Saint-Jean-de-Losne a les parfums du voyage nautique et le goût du terroir. La petite ville portuaire a aussi une offre immobilière des plus intéressantes. Caroline, Nathalie et Lorine sont les trois représentantes de l’agence historique Odile Perrin, reprise par Neyrat Immobilier. Elles vous en parleront mieux que quiconque.

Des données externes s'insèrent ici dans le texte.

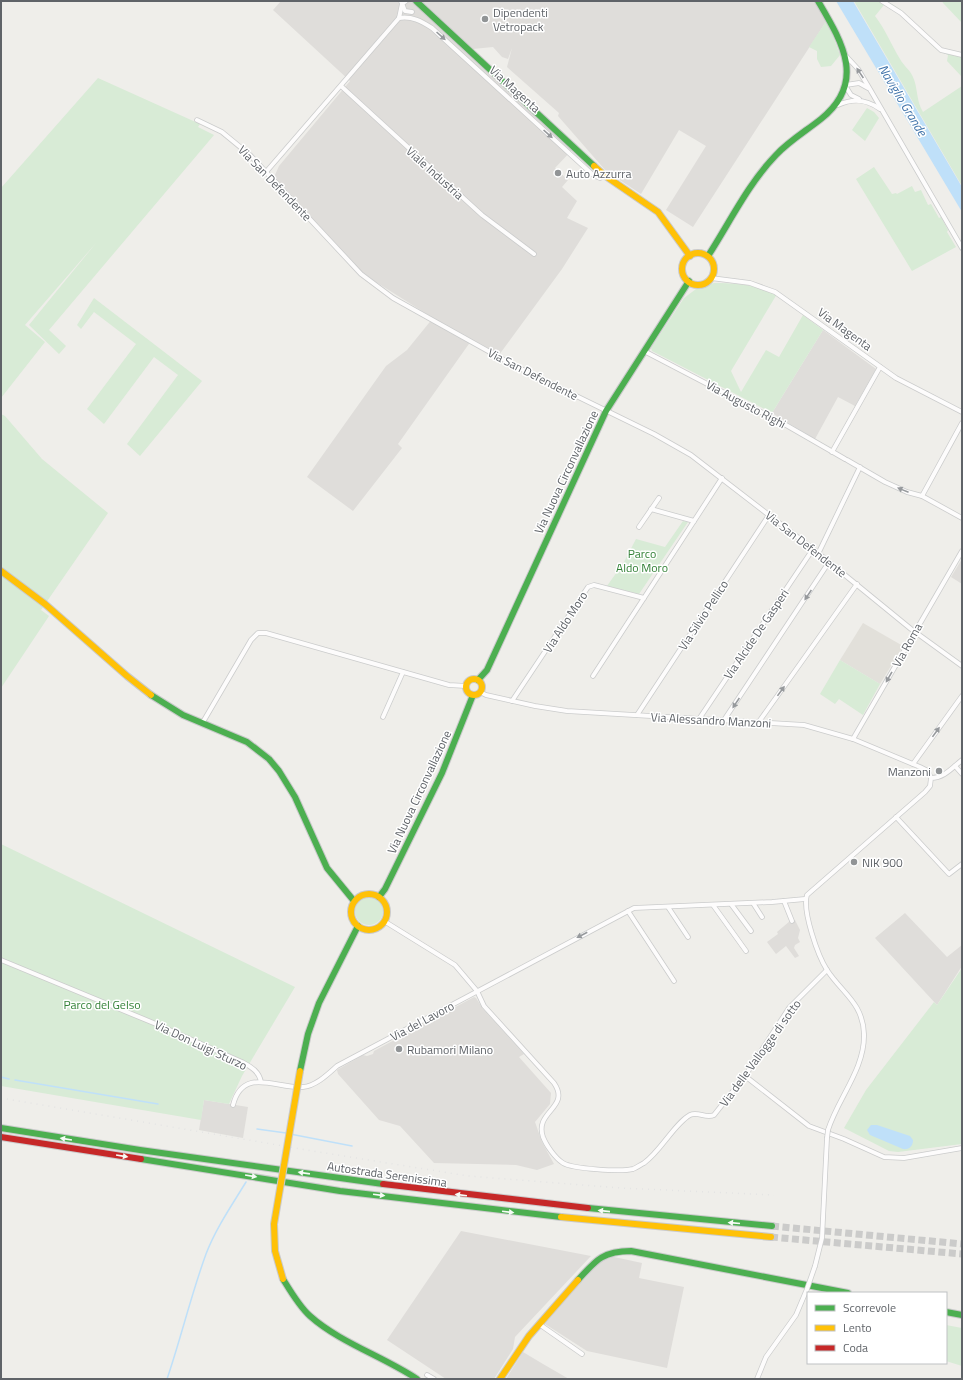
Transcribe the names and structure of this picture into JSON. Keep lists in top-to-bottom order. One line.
{"streets":{"main road":["Via Magenta","Via Nuova Circonvallazione","Autostrada Serenissima"],"street":["Viale Industria","Via San Defendente","Via Augusto Righi","Via Silvio Pellico","Via Aldo Moro","Via Alcide De Gasperi","Via Roma","Via Alessandro Manzoni","Via del Lavoro","Via Don Luigi Sturzo","Via delle Vallogge di sotto"]},"crossings":[["Via Magenta","Via Nuova Circonvallazione"],["Via San Defendente","Via Nuova Circonvallazione"],["Via San Defendente","Via Silvio Pellico"],["Via San Defendente","Via Alcide De Gasperi"],["Via San Defendente","Via Roma"],["Via Augusto Righi","Via Nuova Circonvallazione"],["Via Nuova Circonvallazione","Via Alessandro Manzoni"],["Via Nuova Circonvallazione","Via delle Vallogge di sotto"],["Via Silvio Pellico","Via Alessandro Manzoni"],["Via Aldo Moro","Via Alessandro Manzoni"],["Via Alcide De Gasperi","Via Alessandro Manzoni"],["Via Roma","Via Alessandro Manzoni"],["Via del Lavoro","Via Don Luigi Sturzo"],["Via del Lavoro","Via delle Vallogge di sotto"]],"one_way":["Via Roma"],"water":["Naviglio Grande"],"parks":["Parco Aldo Moro","Parco del Gelso"],"places":["Dipendenti Vetropack","Auto Azzurra","Manzoni","NIK 900","Rubamori Milano"],"legend":["Scorrevole","Lento","Coda"]}
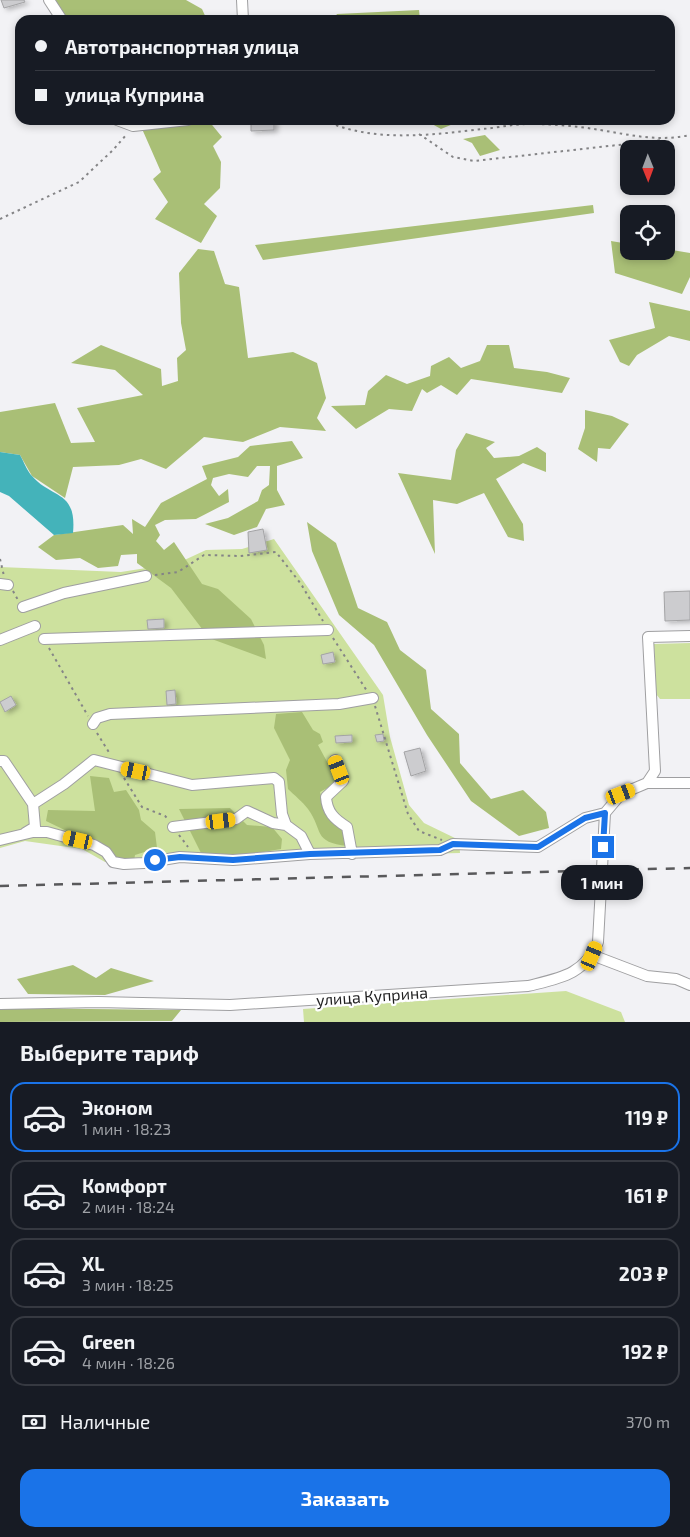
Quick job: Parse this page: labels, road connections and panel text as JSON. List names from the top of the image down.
{
  "streets": {
    "street": ["улица Куприна"]
  },
  "north": "bottom",
  "page": {
    "banner": ["Автотранспортная улица", "улица Куприна"],
    "bubble": "1 мин",
    "heading": "Выберите тариф",
    "list": [
      {
        "name": "Эконом",
        "note": "1 мин · 18:23",
        "value": "119 ₽"
      },
      {
        "name": "Комфорт",
        "note": "2 мин · 18:24",
        "value": "161 ₽"
      },
      {
        "name": "XL",
        "note": "3 мин · 18:25",
        "value": "203 ₽"
      },
      {
        "name": "Green",
        "note": "4 мин · 18:26",
        "value": "192 ₽"
      }
    ],
    "pay": ["Наличные", "370 m"],
    "buttons": "Заказать"
  }
}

Saint-Jean et son charme portuaire en bord de Saône. © Jean-Luc Petit

On ne le redira jamais assez, Saint-Jean-de-Losne et son agglomération constituent tout bonnement le premier port français en eaux intérieures. Un statut enviable que la cité côte-d’orienne doit essentiellement à son positionnement à la croisée des canaux, sur un parcours commercial historique. « Saint-Jean », on y vient donc pour respirer non pas un air marin (il n’y a pas de sel dans la Saône), mais parce que son lien charnel avec l’eau l’a fait passer de l’ère des mariniers à l’ère du tourisme. Il lui donne un petit air de vacances. Manger une friture sur ses quais est une pratique locale qui confine à l’art de vivre, un plaisir rare qui, à lui seul, justifie le choix d’une telle destination.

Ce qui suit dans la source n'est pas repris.